Judy Major-Girardin grew up surrounded by wetlands.
Her family’s tomato farm was close to Point Pelee National Park, Canada’s southernmost point and a key stopping point for migratory birds and butterflies.
“Being outside and engaged with nature has been part of my life since Day One,” says Major-Girardin, a professor in the School of the Arts. “I didn’t realize what was on my doorstep at the time – but all my ‘Oh wow’ moments in nature happened around those wetlands, lakes and farms.”
A childhood attraction to drawing developed into a summer job at the park, working as a graphic designer. When she went on to the University of Windsor and later to the University of Alabama to study art, she abandoned the precise attention to realism needed to satisfy the park’s biologists – but she says the interest in and inspiration from the natural world was never far away.
Art to advocacy
Eventually, Major-Girardin found herself drawn back to wetlands – this time as an advocate, as well as an artist.
“I started thinking less about visual inspiration and more about the issues around water,” she explains. “They’re such beautiful, high-functioning spaces – they filter water, handle flood control and oxygenate the environment, but we take them out and then try to replace them with something mechanical that does the same things.”
Along with the environmental benefits, Major-Girardin says wetlands – and natural spaces generally – have a positive effect on mental health: something she sees as her students go from being anxious and stressed to relaxed and engaged in their work whenever they go outside as a class to work on projects.

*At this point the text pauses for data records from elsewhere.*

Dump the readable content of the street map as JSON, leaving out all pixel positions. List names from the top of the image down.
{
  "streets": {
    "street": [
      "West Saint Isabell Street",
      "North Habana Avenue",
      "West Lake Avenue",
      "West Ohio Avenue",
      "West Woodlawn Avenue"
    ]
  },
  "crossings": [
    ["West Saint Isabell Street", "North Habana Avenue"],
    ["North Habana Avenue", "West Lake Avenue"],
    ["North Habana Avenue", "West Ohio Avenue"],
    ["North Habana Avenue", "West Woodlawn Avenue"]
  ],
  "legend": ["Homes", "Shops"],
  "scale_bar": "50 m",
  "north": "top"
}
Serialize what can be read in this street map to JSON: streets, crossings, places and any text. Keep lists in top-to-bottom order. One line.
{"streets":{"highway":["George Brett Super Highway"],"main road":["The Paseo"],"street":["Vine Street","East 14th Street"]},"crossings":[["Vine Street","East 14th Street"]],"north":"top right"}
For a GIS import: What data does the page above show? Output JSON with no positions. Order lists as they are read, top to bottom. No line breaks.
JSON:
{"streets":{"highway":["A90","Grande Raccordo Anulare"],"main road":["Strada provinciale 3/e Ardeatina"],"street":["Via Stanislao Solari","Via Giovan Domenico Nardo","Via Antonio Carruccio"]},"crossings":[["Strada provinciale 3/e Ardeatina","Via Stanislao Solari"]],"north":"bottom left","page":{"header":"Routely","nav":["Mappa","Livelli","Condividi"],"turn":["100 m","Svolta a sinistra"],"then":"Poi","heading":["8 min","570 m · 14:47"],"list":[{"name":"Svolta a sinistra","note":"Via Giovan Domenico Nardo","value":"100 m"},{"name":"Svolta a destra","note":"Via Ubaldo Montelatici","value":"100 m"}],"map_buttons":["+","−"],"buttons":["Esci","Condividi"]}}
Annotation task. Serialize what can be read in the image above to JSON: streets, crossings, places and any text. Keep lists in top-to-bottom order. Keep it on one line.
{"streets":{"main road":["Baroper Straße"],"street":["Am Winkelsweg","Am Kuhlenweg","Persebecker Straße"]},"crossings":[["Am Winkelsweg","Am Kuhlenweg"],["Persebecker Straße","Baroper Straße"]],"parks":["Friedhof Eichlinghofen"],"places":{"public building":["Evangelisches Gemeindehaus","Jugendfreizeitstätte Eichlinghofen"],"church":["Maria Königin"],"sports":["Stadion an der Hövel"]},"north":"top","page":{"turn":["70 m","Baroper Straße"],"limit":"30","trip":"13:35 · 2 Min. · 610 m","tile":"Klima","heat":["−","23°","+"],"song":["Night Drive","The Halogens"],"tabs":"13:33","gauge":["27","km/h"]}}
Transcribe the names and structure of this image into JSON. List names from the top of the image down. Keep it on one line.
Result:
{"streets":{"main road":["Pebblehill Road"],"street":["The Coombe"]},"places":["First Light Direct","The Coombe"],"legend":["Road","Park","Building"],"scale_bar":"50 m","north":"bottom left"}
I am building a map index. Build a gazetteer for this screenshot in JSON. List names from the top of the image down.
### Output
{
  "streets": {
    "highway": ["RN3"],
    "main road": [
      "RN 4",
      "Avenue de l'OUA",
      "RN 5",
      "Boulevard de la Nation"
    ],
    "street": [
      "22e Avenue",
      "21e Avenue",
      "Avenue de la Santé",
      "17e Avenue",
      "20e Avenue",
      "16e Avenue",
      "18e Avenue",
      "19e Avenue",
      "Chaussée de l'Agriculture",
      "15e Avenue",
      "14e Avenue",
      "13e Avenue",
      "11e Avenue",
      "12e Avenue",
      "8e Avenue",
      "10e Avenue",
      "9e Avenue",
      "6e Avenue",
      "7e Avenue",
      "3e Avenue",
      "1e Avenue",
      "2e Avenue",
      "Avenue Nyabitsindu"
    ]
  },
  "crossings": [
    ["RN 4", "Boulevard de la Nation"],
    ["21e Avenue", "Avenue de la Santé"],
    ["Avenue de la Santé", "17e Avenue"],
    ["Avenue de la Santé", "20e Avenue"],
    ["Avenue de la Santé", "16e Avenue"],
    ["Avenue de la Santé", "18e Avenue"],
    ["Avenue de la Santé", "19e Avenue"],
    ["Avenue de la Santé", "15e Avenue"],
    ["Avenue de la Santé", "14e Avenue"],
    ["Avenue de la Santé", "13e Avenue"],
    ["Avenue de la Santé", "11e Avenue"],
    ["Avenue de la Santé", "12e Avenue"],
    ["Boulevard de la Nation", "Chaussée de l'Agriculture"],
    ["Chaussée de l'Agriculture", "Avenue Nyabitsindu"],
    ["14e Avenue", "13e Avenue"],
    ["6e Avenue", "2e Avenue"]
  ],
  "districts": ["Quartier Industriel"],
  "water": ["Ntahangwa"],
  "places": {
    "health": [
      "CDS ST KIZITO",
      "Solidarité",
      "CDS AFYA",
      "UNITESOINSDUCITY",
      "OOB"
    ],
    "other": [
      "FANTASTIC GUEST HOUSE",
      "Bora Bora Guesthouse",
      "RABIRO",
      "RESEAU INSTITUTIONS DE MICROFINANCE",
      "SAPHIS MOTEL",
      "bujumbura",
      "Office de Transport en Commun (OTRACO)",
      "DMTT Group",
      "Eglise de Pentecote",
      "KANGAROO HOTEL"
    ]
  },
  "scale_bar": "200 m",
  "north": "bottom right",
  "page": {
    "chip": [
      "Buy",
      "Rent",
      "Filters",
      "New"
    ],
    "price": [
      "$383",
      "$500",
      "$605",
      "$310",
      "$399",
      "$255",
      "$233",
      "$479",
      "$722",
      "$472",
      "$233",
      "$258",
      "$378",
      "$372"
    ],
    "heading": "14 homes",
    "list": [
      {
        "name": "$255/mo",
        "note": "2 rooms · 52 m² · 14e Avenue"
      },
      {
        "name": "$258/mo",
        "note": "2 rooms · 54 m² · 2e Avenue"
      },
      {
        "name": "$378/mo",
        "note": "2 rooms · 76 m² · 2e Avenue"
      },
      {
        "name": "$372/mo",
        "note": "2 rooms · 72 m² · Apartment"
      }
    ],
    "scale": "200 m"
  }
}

Creating an environmentally-responsible art program
At McMaster, Major-Girardin’s commitment to the natural world has taken shape in interesting ways. For one thing, she worked with colleagues 10 years ago to re-imagine McMaster’s new BFA degree as a green program, working over the years to replace solvents, alcohols, acids and harsh cleaners with gentler, more environmentally friendly materials.
She teaches a class dedicated to environmentally responsible art – something that’s as much for the health of her students as for the environment.
“Art students love to experiment. They won’t use materials as directed – they’re going to combine things, and pull out the heat guns, and do all sorts of things with no chemical background on the safety of what they’re doing,” she says. “I went through art school myself, and we did horrible things that put people at risk, or dumped stuff down the drain that was really hazardous.”
So things changed.
Now, in her class, students use natural materials to create sculptures that also function as bee houses, or, more recently, to create projects inspired by the natural lands around McMaster.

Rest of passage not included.